### Supplied data

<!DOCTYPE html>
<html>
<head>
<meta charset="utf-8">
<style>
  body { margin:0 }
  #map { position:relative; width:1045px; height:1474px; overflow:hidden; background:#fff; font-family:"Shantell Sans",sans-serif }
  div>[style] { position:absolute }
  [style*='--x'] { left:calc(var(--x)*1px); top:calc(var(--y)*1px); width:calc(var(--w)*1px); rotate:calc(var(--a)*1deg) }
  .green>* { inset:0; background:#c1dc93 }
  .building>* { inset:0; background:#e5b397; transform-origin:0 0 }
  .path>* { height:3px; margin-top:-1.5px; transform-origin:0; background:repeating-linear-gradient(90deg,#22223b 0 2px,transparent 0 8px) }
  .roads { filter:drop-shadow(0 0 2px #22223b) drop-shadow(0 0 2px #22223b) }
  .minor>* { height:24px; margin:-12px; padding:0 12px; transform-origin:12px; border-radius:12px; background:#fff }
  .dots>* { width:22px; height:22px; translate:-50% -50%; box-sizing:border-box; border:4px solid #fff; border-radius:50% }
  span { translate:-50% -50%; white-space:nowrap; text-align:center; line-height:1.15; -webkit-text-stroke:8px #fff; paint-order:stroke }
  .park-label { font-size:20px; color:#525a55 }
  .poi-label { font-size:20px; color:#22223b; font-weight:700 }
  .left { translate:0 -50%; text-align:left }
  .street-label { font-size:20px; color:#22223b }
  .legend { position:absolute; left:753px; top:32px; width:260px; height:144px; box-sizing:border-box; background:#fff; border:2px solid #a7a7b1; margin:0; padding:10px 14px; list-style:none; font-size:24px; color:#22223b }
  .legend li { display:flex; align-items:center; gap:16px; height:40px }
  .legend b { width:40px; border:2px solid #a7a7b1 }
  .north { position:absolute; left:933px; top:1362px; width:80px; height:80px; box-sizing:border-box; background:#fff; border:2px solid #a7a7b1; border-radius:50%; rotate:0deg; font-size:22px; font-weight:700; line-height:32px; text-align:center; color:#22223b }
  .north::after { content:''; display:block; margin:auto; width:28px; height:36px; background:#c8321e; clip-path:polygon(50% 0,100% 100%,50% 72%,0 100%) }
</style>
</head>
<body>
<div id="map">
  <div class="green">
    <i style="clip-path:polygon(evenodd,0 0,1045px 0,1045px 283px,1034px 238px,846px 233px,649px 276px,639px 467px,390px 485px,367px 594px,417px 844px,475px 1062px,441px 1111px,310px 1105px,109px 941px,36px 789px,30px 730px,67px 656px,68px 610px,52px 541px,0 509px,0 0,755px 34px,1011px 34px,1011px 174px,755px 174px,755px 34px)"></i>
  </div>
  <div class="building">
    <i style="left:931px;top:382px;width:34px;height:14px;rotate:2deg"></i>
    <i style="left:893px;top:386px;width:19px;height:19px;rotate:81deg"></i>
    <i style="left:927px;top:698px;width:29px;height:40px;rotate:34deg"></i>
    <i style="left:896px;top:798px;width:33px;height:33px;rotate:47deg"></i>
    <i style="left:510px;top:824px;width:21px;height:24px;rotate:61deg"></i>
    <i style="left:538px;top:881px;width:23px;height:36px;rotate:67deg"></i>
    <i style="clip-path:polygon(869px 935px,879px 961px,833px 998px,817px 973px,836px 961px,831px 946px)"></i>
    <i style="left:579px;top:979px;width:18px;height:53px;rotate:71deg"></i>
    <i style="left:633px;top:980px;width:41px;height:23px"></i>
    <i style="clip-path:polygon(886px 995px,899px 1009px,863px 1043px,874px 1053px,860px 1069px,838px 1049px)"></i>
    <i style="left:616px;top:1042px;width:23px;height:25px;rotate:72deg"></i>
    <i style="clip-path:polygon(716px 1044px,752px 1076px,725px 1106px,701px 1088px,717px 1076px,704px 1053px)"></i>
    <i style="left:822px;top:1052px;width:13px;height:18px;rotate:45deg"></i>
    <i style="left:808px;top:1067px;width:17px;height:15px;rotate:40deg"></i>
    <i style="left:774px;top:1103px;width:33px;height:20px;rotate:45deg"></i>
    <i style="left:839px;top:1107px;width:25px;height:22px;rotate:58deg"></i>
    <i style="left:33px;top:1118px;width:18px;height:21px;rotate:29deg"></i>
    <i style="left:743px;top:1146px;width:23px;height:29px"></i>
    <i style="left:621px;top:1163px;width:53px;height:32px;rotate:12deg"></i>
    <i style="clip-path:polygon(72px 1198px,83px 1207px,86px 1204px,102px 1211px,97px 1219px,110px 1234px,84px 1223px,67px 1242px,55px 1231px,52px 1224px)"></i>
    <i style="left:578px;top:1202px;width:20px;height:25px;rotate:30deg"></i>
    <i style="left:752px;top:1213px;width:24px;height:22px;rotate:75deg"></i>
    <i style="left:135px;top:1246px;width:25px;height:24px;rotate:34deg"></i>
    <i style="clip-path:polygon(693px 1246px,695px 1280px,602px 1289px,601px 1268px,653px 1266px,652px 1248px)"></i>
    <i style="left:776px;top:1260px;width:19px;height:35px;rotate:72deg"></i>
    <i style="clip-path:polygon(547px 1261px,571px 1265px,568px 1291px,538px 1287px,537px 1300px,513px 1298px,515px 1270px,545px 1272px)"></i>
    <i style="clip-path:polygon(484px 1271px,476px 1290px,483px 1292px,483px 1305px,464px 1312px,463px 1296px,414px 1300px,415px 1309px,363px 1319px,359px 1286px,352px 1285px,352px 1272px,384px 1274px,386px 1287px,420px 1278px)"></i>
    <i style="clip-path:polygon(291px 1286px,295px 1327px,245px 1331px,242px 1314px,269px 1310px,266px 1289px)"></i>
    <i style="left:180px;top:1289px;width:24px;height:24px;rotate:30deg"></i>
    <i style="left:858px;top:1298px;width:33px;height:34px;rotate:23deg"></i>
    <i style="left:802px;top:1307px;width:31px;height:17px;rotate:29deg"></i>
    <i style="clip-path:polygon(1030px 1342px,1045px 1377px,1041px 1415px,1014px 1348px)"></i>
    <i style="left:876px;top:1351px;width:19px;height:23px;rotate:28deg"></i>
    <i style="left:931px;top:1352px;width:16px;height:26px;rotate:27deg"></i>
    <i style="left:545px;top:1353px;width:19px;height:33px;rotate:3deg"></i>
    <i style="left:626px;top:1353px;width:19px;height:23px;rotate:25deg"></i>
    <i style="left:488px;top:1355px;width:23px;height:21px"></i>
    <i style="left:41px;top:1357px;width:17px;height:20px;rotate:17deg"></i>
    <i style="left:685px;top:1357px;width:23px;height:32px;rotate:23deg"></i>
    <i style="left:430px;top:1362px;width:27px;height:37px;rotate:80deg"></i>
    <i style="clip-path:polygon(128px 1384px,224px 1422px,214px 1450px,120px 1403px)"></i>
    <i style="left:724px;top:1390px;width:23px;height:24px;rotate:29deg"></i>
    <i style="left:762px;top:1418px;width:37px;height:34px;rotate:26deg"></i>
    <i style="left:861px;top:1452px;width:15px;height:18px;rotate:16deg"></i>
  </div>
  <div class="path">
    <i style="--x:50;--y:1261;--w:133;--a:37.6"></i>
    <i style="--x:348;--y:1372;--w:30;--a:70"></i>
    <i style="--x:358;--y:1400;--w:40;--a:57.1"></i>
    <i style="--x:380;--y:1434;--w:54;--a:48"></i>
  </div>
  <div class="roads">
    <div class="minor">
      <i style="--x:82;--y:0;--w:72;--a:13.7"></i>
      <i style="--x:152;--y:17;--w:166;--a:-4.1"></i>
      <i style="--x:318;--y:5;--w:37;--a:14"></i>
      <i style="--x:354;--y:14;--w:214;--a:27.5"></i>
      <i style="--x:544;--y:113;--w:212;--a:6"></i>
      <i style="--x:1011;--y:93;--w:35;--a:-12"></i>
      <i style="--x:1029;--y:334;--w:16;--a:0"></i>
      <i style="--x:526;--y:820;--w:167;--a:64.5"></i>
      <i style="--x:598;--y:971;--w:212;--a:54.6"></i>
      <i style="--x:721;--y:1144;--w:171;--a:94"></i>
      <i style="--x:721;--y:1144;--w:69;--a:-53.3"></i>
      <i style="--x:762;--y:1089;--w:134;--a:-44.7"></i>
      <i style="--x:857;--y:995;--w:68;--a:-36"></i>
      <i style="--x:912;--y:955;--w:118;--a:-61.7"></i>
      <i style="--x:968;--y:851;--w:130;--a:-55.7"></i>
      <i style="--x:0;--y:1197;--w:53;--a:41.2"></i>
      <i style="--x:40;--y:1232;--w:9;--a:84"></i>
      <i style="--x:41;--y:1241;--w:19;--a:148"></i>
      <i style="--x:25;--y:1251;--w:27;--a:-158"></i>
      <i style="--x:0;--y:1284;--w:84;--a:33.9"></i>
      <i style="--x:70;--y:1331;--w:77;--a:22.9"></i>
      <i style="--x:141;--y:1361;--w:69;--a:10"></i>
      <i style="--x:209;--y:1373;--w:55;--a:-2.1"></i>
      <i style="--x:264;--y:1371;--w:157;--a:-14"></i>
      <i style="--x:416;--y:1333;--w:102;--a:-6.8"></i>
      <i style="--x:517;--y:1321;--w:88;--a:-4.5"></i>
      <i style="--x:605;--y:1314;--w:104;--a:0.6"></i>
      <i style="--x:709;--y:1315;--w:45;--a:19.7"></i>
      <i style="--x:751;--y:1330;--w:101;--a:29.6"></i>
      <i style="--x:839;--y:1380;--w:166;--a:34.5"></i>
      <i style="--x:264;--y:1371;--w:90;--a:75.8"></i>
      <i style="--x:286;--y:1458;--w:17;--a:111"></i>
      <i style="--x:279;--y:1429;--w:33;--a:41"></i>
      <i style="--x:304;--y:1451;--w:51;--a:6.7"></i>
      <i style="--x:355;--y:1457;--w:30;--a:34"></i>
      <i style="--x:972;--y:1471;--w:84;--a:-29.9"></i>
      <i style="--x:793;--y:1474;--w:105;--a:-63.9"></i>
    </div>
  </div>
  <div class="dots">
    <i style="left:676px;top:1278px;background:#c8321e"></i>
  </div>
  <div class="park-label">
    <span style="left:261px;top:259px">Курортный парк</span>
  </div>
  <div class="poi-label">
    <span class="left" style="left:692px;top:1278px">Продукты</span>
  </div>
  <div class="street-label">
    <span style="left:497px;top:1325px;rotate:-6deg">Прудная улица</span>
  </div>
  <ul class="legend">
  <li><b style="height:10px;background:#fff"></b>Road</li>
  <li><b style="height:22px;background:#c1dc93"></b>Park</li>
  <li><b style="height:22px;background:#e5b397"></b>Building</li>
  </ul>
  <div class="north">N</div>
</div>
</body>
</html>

### Problem description
Give back exactly the lines of the listing above that run from the line with "display:flex; align-items:center; gap:16px;" to the line with "position:absolute; left:933px; top:1362px;", inclusive.

### Solution for this problem
  .legend li { display:flex; align-items:center; gap:16px; height:40px }
  .legend b { width:40px; border:2px solid #a7a7b1 }
  .north { position:absolute; left:933px; top:1362px; width:80px; height:80px; box-sizing:border-box; background:#fff; border:2px solid #a7a7b1; border-radius:50%; rotate:0deg; font-size:22px; font-weight:700; line-height:32px; text-align:center; color:#22223b }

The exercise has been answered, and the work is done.